Supplied information:
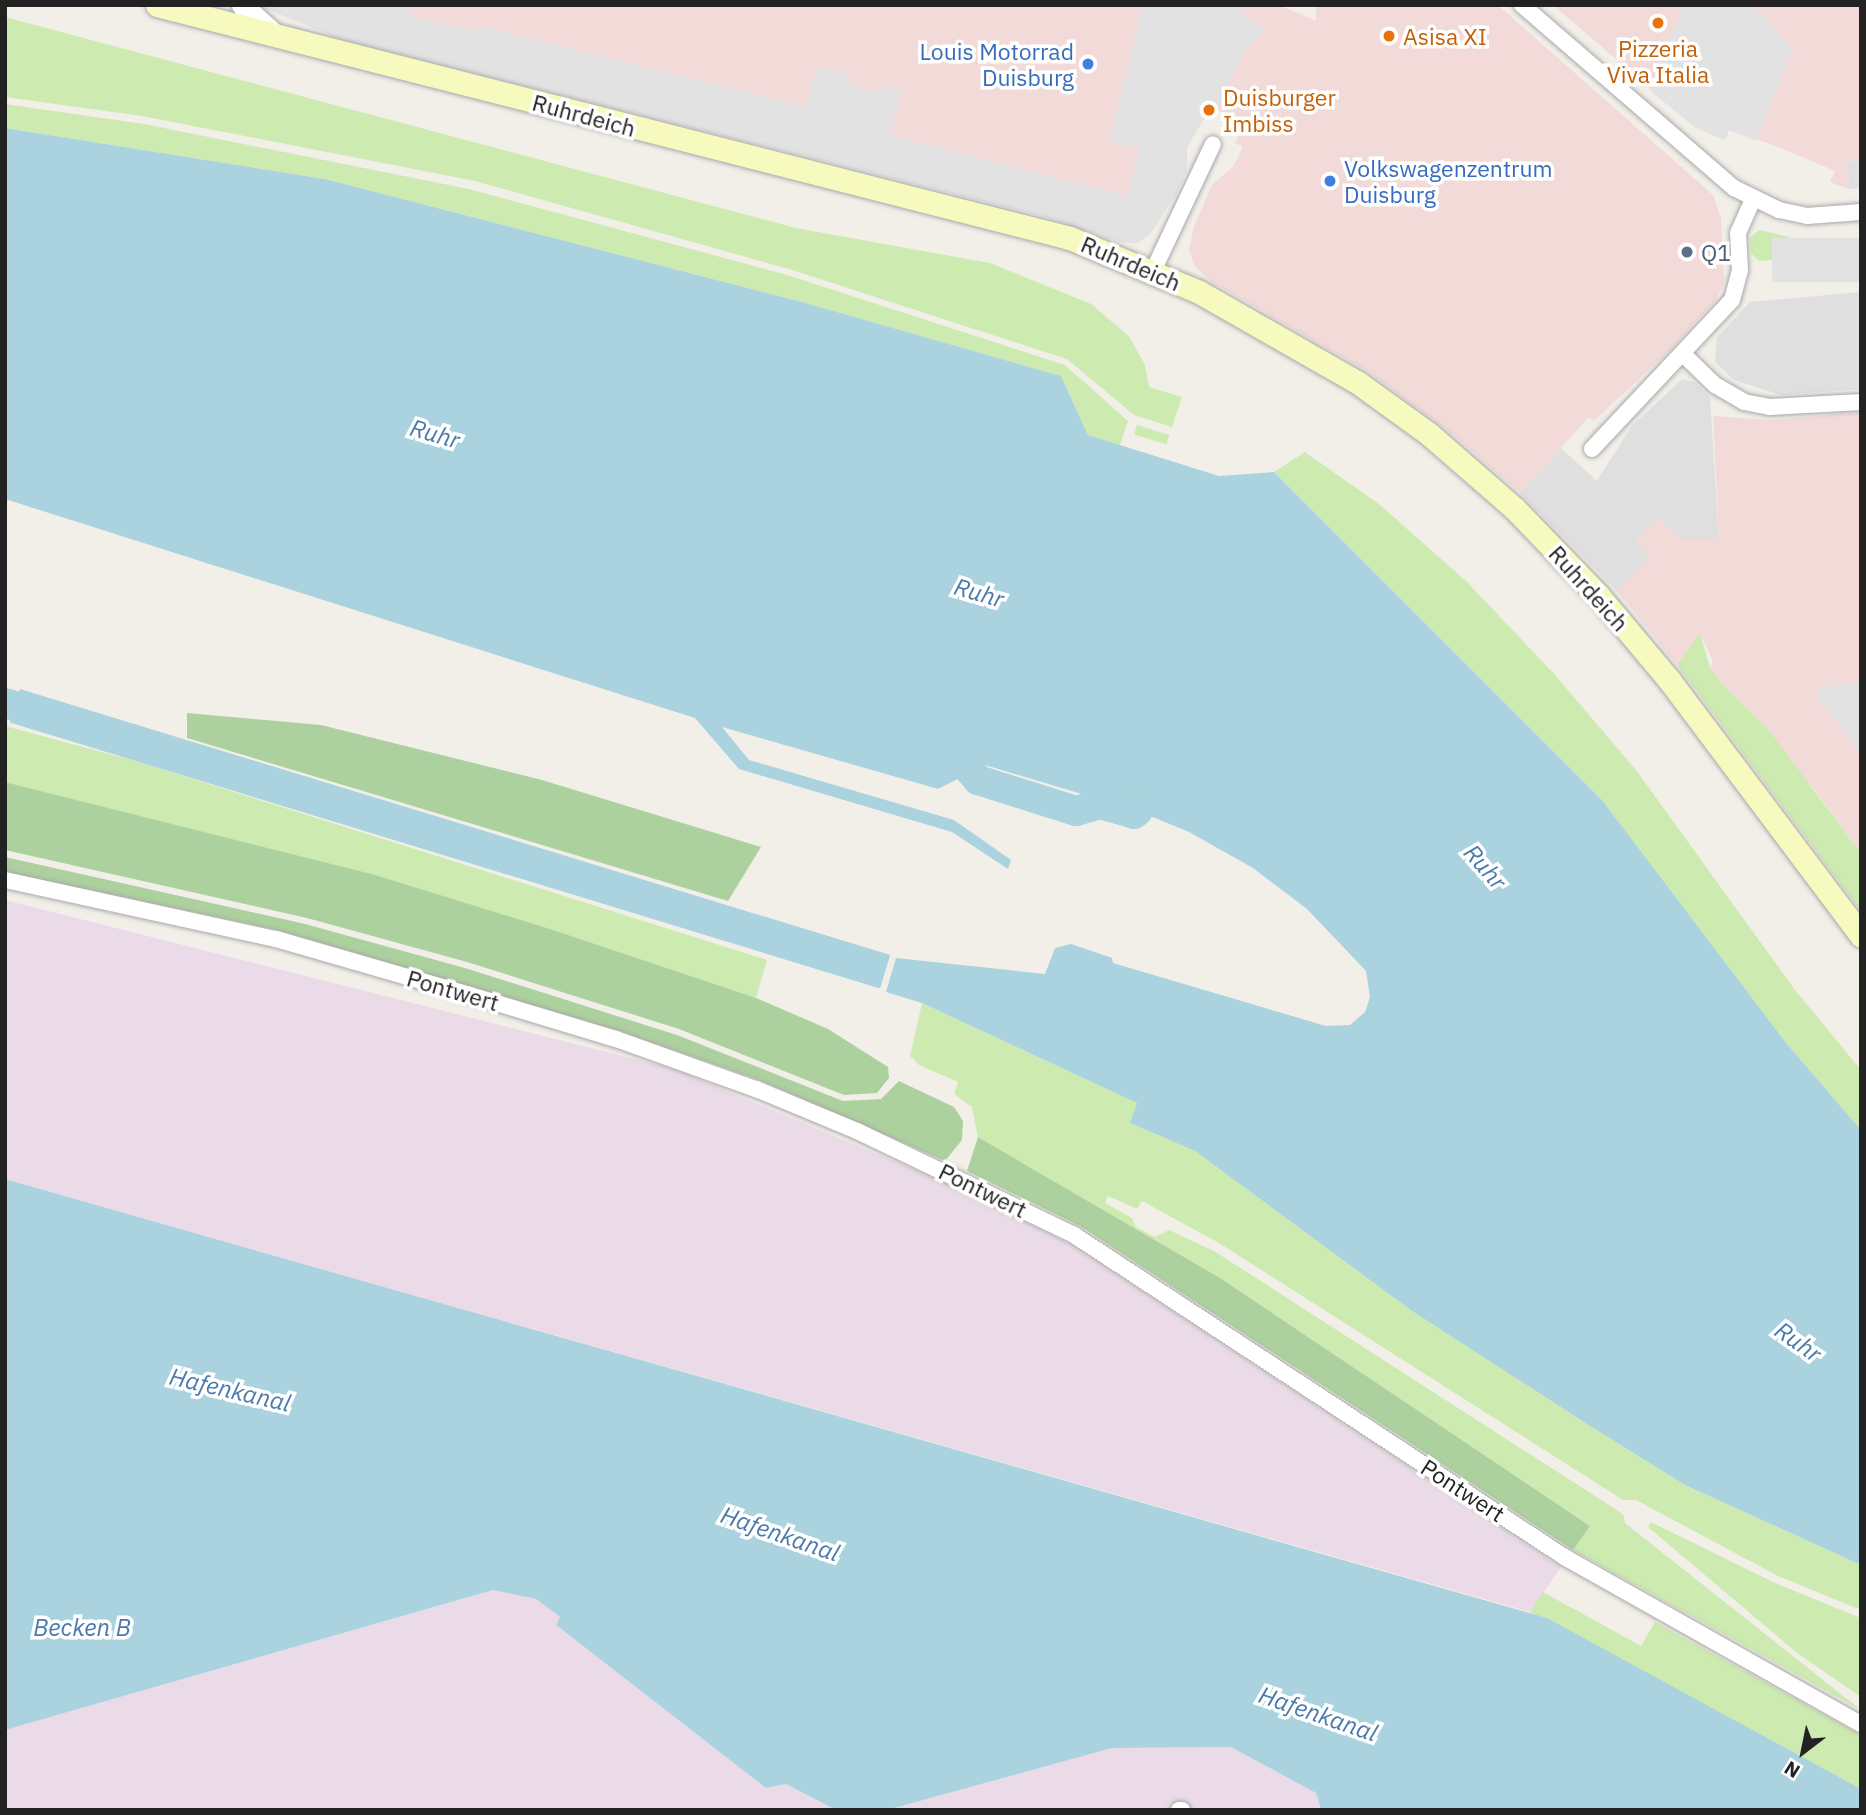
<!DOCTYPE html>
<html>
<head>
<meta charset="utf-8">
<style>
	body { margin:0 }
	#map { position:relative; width:1866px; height:1815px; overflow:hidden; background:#f2efe9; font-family:"IBM Plex Sans",sans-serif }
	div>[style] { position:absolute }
	.residential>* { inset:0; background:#e0dfdf }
	.commercial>* { inset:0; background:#f2dad9 }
	.industrial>* { inset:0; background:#ebdbe8 }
	.grass>* { inset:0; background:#cdebb0; transform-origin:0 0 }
	.forest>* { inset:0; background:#add19e }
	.parking>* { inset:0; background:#e2e2e2; transform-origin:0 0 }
	.water>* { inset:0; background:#aad3df; transform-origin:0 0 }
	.river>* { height:30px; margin:-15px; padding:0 15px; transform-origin:15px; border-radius:15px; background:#aad3df }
	.roads { filter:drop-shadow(0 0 2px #a9a9a9) drop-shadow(0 0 2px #a9a9a9) }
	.minor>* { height:16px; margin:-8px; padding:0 8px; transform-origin:8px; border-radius:8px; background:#fff }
	.tertiary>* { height:21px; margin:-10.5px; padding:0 10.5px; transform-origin:10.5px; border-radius:10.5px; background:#fff }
	.secondary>* { height:23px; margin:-11.5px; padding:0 11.5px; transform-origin:11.5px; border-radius:11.5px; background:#f7fabf }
	.dots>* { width:19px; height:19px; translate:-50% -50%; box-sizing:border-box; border:4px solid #fff; border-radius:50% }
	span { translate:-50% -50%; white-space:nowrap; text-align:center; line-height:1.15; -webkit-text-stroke:7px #fff; paint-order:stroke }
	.food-label { font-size:23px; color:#c56008 }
	.left { translate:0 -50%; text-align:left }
	.shop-label { font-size:23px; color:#366cbe }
	.right { translate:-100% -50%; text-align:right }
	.street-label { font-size:23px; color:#222 }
	.service-label { font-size:23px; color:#4e5e75 }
	.water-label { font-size:24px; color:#4a7aab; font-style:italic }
	.frame { position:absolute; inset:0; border:7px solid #222; pointer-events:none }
	.north { position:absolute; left:1768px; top:1717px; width:70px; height:70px; -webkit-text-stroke:5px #fff; paint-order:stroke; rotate:212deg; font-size:19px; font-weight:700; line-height:28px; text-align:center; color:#222 }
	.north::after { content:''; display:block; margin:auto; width:24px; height:32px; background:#222; clip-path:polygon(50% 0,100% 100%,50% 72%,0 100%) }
</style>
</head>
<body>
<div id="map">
	<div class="residential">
		<i style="clip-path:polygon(1861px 161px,1861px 188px,1849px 189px,1847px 162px)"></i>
		<i style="clip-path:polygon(1861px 292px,1861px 389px,1781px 395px,1734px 380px,1715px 362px,1717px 337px,1750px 302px)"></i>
		<i style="clip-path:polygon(1682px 379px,1694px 382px,1710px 397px,1719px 540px,1681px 540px,1658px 519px,1651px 558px,1617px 591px,1520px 493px,1561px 448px,1597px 481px,1631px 427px)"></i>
	</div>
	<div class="commercial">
		<i style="clip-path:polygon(257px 5px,1279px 5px,1316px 21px,1316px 5px,1498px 5px,1713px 195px,1721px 218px,1724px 282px,1716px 300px,1668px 352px,1594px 421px,1589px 417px,1520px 493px,1451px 433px,1367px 371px,1210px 281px,1194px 265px,1189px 250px,1194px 226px,1212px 185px,1233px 167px,1243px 147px,1235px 143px,1244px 123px,1205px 104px,1202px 109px,1207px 114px,1187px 147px,1187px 170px,1175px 196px,1150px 234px,1137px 243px,1119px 242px,1042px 216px,343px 40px)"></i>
		<i style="clip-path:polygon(1553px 5px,1861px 5px,1861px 161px,1847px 162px,1849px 189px,1830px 182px,1835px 171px,1773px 145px,1729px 130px,1725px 140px,1696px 128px)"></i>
		<i style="clip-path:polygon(1861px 412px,1861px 853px,1813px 788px,1720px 682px,1710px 668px,1713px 661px,1700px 634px,1677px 665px,1617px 591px,1651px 558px,1635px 541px,1658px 518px,1681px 540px,1719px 540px,1713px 416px,1772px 420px)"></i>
	</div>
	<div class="industrial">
		<i style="clip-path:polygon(5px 900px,674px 1069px,951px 1185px,1070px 1244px,1561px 1567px,1530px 1612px,5px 1179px)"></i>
		<i style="clip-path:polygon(493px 1590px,536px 1599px,561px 1618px,556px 1625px,766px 1788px,786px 1784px,836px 1810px,5px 1810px,5px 1730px)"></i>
		<i style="clip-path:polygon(1231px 1747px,1316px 1793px,1321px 1810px,887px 1810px,1112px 1748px)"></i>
	</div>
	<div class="grass">
		<i style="clip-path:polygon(5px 17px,796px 228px,990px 263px,1091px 304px,1129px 336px,1145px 365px,1149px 387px,1182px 397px,1172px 427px,1134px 415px,1067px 359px,789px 269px,475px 181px,142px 116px,5px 97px)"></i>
		<i style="clip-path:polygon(5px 104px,144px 124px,469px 189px,787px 275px,1065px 365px,1128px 421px,1120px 445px,1088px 435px,1061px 376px,802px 302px,325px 179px,5px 128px)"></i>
		<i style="clip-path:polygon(1759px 230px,1790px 237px,1790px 244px,1773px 246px,1773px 260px,1759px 261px,1751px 253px,1750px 238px)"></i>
		<i style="left:1137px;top:425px;width:34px;height:10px;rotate:17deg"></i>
		<i style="clip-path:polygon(1305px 452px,1379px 504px,1467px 582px,1556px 676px,1636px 770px,1795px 990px,1861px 1070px,1861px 1130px,1787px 1044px,1602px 800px,1274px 472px)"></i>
		<i style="clip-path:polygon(1700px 633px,1710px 668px,1720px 682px,1767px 728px,1861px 853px,1861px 911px,1677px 665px)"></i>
		<i style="clip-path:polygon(5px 726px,139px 762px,767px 960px,756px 998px,372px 874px,5px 782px)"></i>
		<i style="clip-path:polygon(922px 1003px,1137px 1103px,1130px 1123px,1195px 1151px,1412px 1311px,1590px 1426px,1685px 1485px,1861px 1565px,1861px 1610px,1778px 1576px,1636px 1500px,1623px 1500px,1219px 1243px,1142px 1201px,1137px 1209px,1108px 1196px,1105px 1203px,1132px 1218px,1136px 1227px,1155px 1237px,1169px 1230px,1214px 1251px,1623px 1514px,1625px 1523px,1861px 1710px,1573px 1550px,1590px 1526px,1220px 1278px,978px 1137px,972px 1107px,954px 1094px,958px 1082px,919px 1065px,910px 1056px)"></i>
		<i style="clip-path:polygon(1651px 1522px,1775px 1583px,1861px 1618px,1861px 1697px,1797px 1653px,1648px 1527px)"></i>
		<i style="clip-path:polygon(1543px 1592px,1641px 1646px,1655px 1622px,1861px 1735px,1861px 1789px,1530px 1612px)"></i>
	</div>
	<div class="forest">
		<i style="clip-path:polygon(187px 713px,321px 725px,542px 780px,761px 847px,728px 901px,187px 738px)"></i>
		<i style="clip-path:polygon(5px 782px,372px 874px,553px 930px,756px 998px,828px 1029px,888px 1067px,889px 1078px,877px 1093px,844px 1095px,679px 1029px,467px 962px,307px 918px,5px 850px)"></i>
		<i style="clip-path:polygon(5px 857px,305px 924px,465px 968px,677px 1035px,843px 1101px,881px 1099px,899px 1081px,954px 1107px,963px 1121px,962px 1140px,945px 1161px,759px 1080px,619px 1031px,277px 930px,5px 872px)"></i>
		<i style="clip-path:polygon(978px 1137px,1220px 1278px,1590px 1526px,1573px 1550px,1080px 1226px,967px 1171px)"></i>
	</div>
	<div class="parking">
		<i style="clip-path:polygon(257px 5px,411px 5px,408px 16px,479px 31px,480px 26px,806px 107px,817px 67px,850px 75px,848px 84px,881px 92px,884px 85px,902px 89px,890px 135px,1126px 196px,1140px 149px,1109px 141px,1143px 5px,1247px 5px,1241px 14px,1264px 30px,1247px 47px,1216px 110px,1205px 104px,1202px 109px,1207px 114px,1187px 147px,1187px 170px,1175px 196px,1150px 234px,1137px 243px,1119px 242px,1042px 216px,343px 40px)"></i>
		<i style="clip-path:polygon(1684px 5px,1743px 5px,1761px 13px,1793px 49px,1756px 141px,1729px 130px,1725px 140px,1696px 128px,1649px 90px)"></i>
		<i style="left:1861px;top:238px;width:44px;height:89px;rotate:90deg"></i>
		<i style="clip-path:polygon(1861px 682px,1861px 755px,1819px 699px,1817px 688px)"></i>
	</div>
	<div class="water">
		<i style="clip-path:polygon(5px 128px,325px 179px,802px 302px,1061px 376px,1088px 435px,1219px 476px,1274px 472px,1602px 800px,1787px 1044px,1861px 1130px,1861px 1565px,1685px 1485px,1590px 1426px,1412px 1311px,1195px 1151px,1130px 1123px,1137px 1103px,922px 1003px,886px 992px,896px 958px,1045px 974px,1055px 948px,1071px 944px,1112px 958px,1113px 963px,1326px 1026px,1350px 1025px,1365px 1012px,1370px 997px,1366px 971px,1307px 909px,1253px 868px,1189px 832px,1138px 811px,985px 765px,938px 789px,722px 727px,749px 760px,954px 820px,1011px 860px,1008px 869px,952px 832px,739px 769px,695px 718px,5px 499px)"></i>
		<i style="left:20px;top:689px;width:910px;height:35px;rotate:17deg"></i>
		<i style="clip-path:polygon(5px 1179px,1547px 1618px,1861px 1789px,1861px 1810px,1321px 1810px,1316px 1793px,1231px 1747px,1112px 1748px,887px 1810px,836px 1810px,786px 1784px,766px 1788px,556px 1625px,560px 1617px,536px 1599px,493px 1590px,5px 1730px)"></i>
	</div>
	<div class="river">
		<i style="left:5px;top:703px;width:48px;rotate:16.9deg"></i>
		<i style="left:971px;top:772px;width:11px;rotate:49deg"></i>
		<i style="left:978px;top:780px;width:103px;rotate:17.6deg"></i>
		<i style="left:1076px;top:811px;width:25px;rotate:-16deg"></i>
		<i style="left:1100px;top:804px;width:35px;rotate:16deg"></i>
		<i style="left:1134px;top:814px;width:5px;rotate:-37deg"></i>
	</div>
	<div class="roads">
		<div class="minor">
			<i style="left:1522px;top:5px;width:280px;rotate:40.8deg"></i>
			<i style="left:1734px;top:188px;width:50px;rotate:26.1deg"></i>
			<i style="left:1779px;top:210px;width:29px;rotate:12deg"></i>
			<i style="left:1807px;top:216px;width:54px;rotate:-4.2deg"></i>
			<i style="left:1153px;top:271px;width:140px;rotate:-64.7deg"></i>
			<i style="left:1684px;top:355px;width:43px;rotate:44.1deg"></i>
			<i style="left:1715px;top:385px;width:34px;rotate:30deg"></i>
			<i style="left:1744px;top:402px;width:26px;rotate:11deg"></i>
			<i style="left:1770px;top:407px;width:91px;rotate:-3.1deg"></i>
			<i style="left:1592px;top:449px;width:204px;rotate:-46.8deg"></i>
			<i style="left:1732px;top:300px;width:31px;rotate:-75deg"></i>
			<i style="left:1740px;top:270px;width:37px;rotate:-93deg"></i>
			<i style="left:1738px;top:233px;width:37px;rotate:-66deg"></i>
			<i style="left:5px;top:880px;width:277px;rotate:12.3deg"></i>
			<i style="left:276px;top:939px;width:202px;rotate:16.1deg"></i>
			<i style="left:470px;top:995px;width:152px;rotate:16.8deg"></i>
			<i style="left:616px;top:1039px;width:149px;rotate:19.7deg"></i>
			<i style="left:756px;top:1089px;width:109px;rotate:22.6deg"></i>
			<i style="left:857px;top:1131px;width:241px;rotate:25.6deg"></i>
			<i style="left:1074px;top:1235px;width:589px;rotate:33.29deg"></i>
			<i style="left:1566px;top:1558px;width:338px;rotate:29.4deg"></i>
			<i style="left:1179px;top:1810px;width:3px"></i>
		</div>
		<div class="tertiary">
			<i style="left:242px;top:5px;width:43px;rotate:42.2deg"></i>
		</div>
		<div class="secondary">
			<i style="left:157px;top:5px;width:942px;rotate:14.32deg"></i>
			<i style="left:1070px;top:238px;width:140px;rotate:22.7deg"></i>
			<i style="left:1199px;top:292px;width:182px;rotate:29.7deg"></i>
			<i style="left:1357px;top:382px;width:89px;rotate:35.8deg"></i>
			<i style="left:1429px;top:434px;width:114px;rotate:41.1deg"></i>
			<i style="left:1515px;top:509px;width:118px;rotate:46deg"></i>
			<i style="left:1597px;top:594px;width:114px;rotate:50deg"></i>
			<i style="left:1670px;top:681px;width:318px;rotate:53.1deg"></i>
		</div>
	</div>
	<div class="dots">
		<i style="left:1658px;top:23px;background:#e8710a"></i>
		<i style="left:1389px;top:36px;background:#e8710a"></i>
		<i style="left:1088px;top:64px;background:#3f7fe0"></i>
		<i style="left:1209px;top:110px;background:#e8710a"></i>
		<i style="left:1330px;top:181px;background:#3f7fe0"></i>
		<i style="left:1687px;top:252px;background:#5c6f8a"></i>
	</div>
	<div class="food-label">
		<span class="left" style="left:1403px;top:36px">Asisa XI</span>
		<span style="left:1658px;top:61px">Pizzeria<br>Viva Italia</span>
		<span class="left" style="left:1223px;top:110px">Duisburger<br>Imbiss</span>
	</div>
	<div class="shop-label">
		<span class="right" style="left:1074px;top:64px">Louis Motorrad<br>Duisburg</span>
		<span class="left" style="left:1344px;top:181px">Volkswagenzentrum<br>Duisburg</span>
	</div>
	<div class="street-label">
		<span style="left:584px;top:115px;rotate:15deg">Ruhrdeich</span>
		<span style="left:1131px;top:263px;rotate:23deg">Ruhrdeich</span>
		<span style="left:1589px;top:588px;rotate:48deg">Ruhrdeich</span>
		<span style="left:453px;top:990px;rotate:16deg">Pontwert</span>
		<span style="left:983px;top:1190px;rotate:26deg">Pontwert</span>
		<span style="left:1463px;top:1490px;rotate:33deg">Pontwert</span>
	</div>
	<div class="service-label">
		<span class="left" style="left:1701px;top:252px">Q1</span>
	</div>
	<div class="water-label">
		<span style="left:435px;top:434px;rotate:16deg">Ruhr</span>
		<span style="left:979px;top:593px;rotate:16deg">Ruhr</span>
		<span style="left:1485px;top:867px;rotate:49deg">Ruhr</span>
		<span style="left:1798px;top:1342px;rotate:35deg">Ruhr</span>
		<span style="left:230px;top:1390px;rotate:13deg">Hafenkanal</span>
		<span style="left:780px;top:1534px;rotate:19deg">Hafenkanal</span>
		<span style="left:82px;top:1628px">Becken B</span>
		<span style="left:1318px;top:1714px;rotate:19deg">Hafenkanal</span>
	</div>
	<div class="frame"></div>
	<div class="north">N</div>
</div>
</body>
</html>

Task to complete:
Please reproduce the entries above exactly, from their first line to the line holding "inset:0; background:#aad3df; transform-origin:0" inclusive, and nothing else; the pictures stay out.

Solution for this task:
<!DOCTYPE html>
<html>
<head>
<meta charset="utf-8">
<style>
	body { margin:0 }
	#map { position:relative; width:1866px; height:1815px; overflow:hidden; background:#f2efe9; font-family:"IBM Plex Sans",sans-serif }
	div>[style] { position:absolute }
	.residential>* { inset:0; background:#e0dfdf }
	.commercial>* { inset:0; background:#f2dad9 }
	.industrial>* { inset:0; background:#ebdbe8 }
	.grass>* { inset:0; background:#cdebb0; transform-origin:0 0 }
	.forest>* { inset:0; background:#add19e }
	.parking>* { inset:0; background:#e2e2e2; transform-origin:0 0 }
	.water>* { inset:0; background:#aad3df; transform-origin:0 0 }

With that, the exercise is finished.